PROBLEM:
For this exercise, output every line of the data as it stands.
┌─ AVAILABLE RECORDS
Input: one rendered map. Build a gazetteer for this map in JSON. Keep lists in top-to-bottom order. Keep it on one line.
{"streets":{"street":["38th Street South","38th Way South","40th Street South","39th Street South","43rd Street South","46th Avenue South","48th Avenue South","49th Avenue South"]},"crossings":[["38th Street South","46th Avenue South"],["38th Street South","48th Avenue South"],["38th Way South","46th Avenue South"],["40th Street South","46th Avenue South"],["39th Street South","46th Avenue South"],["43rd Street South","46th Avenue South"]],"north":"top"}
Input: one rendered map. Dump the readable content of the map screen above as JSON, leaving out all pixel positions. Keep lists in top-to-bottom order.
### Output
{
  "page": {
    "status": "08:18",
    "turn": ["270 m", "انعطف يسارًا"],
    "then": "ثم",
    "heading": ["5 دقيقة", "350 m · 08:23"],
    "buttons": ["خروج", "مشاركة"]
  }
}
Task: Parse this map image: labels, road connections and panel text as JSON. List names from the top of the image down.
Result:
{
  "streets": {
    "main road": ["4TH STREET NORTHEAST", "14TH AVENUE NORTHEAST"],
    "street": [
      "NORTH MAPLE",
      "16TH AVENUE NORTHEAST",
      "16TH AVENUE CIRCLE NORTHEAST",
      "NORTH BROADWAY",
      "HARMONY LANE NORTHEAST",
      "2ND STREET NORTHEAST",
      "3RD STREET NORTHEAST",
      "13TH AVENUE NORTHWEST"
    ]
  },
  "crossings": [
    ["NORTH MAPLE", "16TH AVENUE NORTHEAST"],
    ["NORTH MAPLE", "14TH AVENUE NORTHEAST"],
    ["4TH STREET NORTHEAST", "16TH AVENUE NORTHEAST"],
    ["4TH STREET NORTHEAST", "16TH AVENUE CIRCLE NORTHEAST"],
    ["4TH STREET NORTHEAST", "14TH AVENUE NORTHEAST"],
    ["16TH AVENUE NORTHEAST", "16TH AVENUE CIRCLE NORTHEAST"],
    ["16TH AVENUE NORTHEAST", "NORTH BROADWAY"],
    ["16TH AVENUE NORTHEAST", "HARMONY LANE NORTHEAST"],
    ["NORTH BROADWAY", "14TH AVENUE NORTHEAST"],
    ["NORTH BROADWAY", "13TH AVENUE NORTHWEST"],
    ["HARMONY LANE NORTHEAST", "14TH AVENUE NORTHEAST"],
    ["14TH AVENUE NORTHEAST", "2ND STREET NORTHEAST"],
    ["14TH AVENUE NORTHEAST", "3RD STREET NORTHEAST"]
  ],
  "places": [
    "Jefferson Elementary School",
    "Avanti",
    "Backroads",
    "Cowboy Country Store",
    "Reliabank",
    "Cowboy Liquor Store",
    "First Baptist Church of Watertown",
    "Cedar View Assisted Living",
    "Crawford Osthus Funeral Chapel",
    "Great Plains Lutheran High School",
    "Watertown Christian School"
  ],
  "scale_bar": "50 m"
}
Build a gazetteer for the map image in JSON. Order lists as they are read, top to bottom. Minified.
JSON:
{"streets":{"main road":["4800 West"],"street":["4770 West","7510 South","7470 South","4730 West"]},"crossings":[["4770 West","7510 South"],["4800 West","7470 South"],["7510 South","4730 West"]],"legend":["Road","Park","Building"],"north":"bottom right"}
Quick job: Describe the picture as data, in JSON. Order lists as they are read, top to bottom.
└─
TASK RESULT:
Input: one rendered map. Build a gazetteer for this map in JSON. Keep lists in top-to-bottom order. Keep it on one line.
{"streets":{"street":["38th Street South","38th Way South","40th Street South","39th Street South","43rd Street South","46th Avenue South","48th Avenue South","49th Avenue South"]},"crossings":[["38th Street South","46th Avenue South"],["38th Street South","48th Avenue South"],["38th Way South","46th Avenue South"],["40th Street South","46th Avenue South"],["39th Street South","46th Avenue South"],["43rd Street South","46th Avenue South"]],"north":"top"}
Input: one rendered map. Dump the readable content of the map screen above as JSON, leaving out all pixel positions. Keep lists in top-to-bottom order.
### Output
{
  "page": {
    "status": "08:18",
    "turn": ["270 m", "انعطف يسارًا"],
    "then": "ثم",
    "heading": ["5 دقيقة", "350 m · 08:23"],
    "buttons": ["خروج", "مشاركة"]
  }
}
Task: Parse this map image: labels, road connections and panel text as JSON. List names from the top of the image down.
Result:
{
  "streets": {
    "main road": ["4TH STREET NORTHEAST", "14TH AVENUE NORTHEAST"],
    "street": [
      "NORTH MAPLE",
      "16TH AVENUE NORTHEAST",
      "16TH AVENUE CIRCLE NORTHEAST",
      "NORTH BROADWAY",
      "HARMONY LANE NORTHEAST",
      "2ND STREET NORTHEAST",
      "3RD STREET NORTHEAST",
      "13TH AVENUE NORTHWEST"
    ]
  },
  "crossings": [
    ["NORTH MAPLE", "16TH AVENUE NORTHEAST"],
    ["NORTH MAPLE", "14TH AVENUE NORTHEAST"],
    ["4TH STREET NORTHEAST", "16TH AVENUE NORTHEAST"],
    ["4TH STREET NORTHEAST", "16TH AVENUE CIRCLE NORTHEAST"],
    ["4TH STREET NORTHEAST", "14TH AVENUE NORTHEAST"],
    ["16TH AVENUE NORTHEAST", "16TH AVENUE CIRCLE NORTHEAST"],
    ["16TH AVENUE NORTHEAST", "NORTH BROADWAY"],
    ["16TH AVENUE NORTHEAST", "HARMONY LANE NORTHEAST"],
    ["NORTH BROADWAY", "14TH AVENUE NORTHEAST"],
    ["NORTH BROADWAY", "13TH AVENUE NORTHWEST"],
    ["HARMONY LANE NORTHEAST", "14TH AVENUE NORTHEAST"],
    ["14TH AVENUE NORTHEAST", "2ND STREET NORTHEAST"],
    ["14TH AVENUE NORTHEAST", "3RD STREET NORTHEAST"]
  ],
  "places": [
    "Jefferson Elementary School",
    "Avanti",
    "Backroads",
    "Cowboy Country Store",
    "Reliabank",
    "Cowboy Liquor Store",
    "First Baptist Church of Watertown",
    "Cedar View Assisted Living",
    "Crawford Osthus Funeral Chapel",
    "Great Plains Lutheran High School",
    "Watertown Christian School"
  ],
  "scale_bar": "50 m"
}
Build a gazetteer for the map image in JSON. Order lists as they are read, top to bottom. Minified.
JSON:
{"streets":{"main road":["4800 West"],"street":["4770 West","7510 South","7470 South","4730 West"]},"crossings":[["4770 West","7510 South"],["4800 West","7470 South"],["7510 South","4730 West"]],"legend":["Road","Park","Building"],"north":"bottom right"}
Quick job: Describe the picture as data, in JSON. Order lists as they are read, top to bottom.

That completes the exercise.